** Source material follows **
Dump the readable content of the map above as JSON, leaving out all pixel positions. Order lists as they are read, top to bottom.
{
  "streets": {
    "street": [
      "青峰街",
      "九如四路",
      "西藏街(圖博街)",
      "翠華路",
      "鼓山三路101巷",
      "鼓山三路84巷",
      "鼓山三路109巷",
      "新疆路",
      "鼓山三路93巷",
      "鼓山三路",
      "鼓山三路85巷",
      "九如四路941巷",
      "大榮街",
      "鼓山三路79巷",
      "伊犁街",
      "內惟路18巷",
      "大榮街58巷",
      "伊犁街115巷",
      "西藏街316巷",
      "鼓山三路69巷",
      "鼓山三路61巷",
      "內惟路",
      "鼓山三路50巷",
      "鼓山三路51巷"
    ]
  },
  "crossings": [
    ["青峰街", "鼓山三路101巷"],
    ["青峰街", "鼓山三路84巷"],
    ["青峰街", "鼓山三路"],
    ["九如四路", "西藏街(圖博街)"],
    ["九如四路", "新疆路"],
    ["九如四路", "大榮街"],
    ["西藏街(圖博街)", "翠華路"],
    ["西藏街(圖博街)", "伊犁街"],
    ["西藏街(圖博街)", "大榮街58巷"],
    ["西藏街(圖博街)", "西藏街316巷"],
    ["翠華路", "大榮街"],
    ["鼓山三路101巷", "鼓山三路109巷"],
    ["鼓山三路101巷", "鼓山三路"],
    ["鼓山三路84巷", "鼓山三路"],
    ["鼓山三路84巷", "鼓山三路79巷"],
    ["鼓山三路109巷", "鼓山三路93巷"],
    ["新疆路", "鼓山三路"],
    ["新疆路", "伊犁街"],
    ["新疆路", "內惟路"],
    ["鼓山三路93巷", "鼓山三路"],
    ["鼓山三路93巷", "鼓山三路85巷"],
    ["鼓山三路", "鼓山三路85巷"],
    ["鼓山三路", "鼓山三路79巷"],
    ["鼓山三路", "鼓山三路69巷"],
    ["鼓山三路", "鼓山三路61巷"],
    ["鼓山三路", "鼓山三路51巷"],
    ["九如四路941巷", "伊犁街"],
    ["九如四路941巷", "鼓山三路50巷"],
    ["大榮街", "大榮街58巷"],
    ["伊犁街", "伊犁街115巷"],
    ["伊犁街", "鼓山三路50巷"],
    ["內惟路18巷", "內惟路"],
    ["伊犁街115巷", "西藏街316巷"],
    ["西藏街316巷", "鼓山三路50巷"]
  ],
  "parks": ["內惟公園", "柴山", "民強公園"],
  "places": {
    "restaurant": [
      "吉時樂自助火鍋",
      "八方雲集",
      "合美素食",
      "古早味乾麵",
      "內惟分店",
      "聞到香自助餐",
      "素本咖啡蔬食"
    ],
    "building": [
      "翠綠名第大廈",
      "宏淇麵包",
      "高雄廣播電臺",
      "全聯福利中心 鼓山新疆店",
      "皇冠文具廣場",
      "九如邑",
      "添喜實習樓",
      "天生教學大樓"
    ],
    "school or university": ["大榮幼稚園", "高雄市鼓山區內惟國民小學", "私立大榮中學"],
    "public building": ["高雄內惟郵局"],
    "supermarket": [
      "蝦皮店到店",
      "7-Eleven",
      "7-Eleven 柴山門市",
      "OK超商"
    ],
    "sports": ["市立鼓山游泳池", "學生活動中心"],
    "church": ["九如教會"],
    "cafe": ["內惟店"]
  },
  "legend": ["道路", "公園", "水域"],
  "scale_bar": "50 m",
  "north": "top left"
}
** End of Source material **
- About this task
Write out the listing exactly, keeping every character.

- Solved exercise
Dump the readable content of the map above as JSON, leaving out all pixel positions. Order lists as they are read, top to bottom.
{
  "streets": {
    "street": [
      "青峰街",
      "九如四路",
      "西藏街(圖博街)",
      "翠華路",
      "鼓山三路101巷",
      "鼓山三路84巷",
      "鼓山三路109巷",
      "新疆路",
      "鼓山三路93巷",
      "鼓山三路",
      "鼓山三路85巷",
      "九如四路941巷",
      "大榮街",
      "鼓山三路79巷",
      "伊犁街",
      "內惟路18巷",
      "大榮街58巷",
      "伊犁街115巷",
      "西藏街316巷",
      "鼓山三路69巷",
      "鼓山三路61巷",
      "內惟路",
      "鼓山三路50巷",
      "鼓山三路51巷"
    ]
  },
  "crossings": [
    ["青峰街", "鼓山三路101巷"],
    ["青峰街", "鼓山三路84巷"],
    ["青峰街", "鼓山三路"],
    ["九如四路", "西藏街(圖博街)"],
    ["九如四路", "新疆路"],
    ["九如四路", "大榮街"],
    ["西藏街(圖博街)", "翠華路"],
    ["西藏街(圖博街)", "伊犁街"],
    ["西藏街(圖博街)", "大榮街58巷"],
    ["西藏街(圖博街)", "西藏街316巷"],
    ["翠華路", "大榮街"],
    ["鼓山三路101巷", "鼓山三路109巷"],
    ["鼓山三路101巷", "鼓山三路"],
    ["鼓山三路84巷", "鼓山三路"],
    ["鼓山三路84巷", "鼓山三路79巷"],
    ["鼓山三路109巷", "鼓山三路93巷"],
    ["新疆路", "鼓山三路"],
    ["新疆路", "伊犁街"],
    ["新疆路", "內惟路"],
    ["鼓山三路93巷", "鼓山三路"],
    ["鼓山三路93巷", "鼓山三路85巷"],
    ["鼓山三路", "鼓山三路85巷"],
    ["鼓山三路", "鼓山三路79巷"],
    ["鼓山三路", "鼓山三路69巷"],
    ["鼓山三路", "鼓山三路61巷"],
    ["鼓山三路", "鼓山三路51巷"],
    ["九如四路941巷", "伊犁街"],
    ["九如四路941巷", "鼓山三路50巷"],
    ["大榮街", "大榮街58巷"],
    ["伊犁街", "伊犁街115巷"],
    ["伊犁街", "鼓山三路50巷"],
    ["內惟路18巷", "內惟路"],
    ["伊犁街115巷", "西藏街316巷"],
    ["西藏街316巷", "鼓山三路50巷"]
  ],
  "parks": ["內惟公園", "柴山", "民強公園"],
  "places": {
    "restaurant": [
      "吉時樂自助火鍋",
      "八方雲集",
      "合美素食",
      "古早味乾麵",
      "內惟分店",
      "聞到香自助餐",
      "素本咖啡蔬食"
    ],
    "building": [
      "翠綠名第大廈",
      "宏淇麵包",
      "高雄廣播電臺",
      "全聯福利中心 鼓山新疆店",
      "皇冠文具廣場",
      "九如邑",
      "添喜實習樓",
      "天生教學大樓"
    ],
    "school or university": ["大榮幼稚園", "高雄市鼓山區內惟國民小學", "私立大榮中學"],
    "public building": ["高雄內惟郵局"],
    "supermarket": [
      "蝦皮店到店",
      "7-Eleven",
      "7-Eleven 柴山門市",
      "OK超商"
    ],
    "sports": ["市立鼓山游泳池", "學生活動中心"],
    "church": ["九如教會"],
    "cafe": ["內惟店"]
  },
  "legend": ["道路", "公園", "水域"],
  "scale_bar": "50 m",
  "north": "top left"
}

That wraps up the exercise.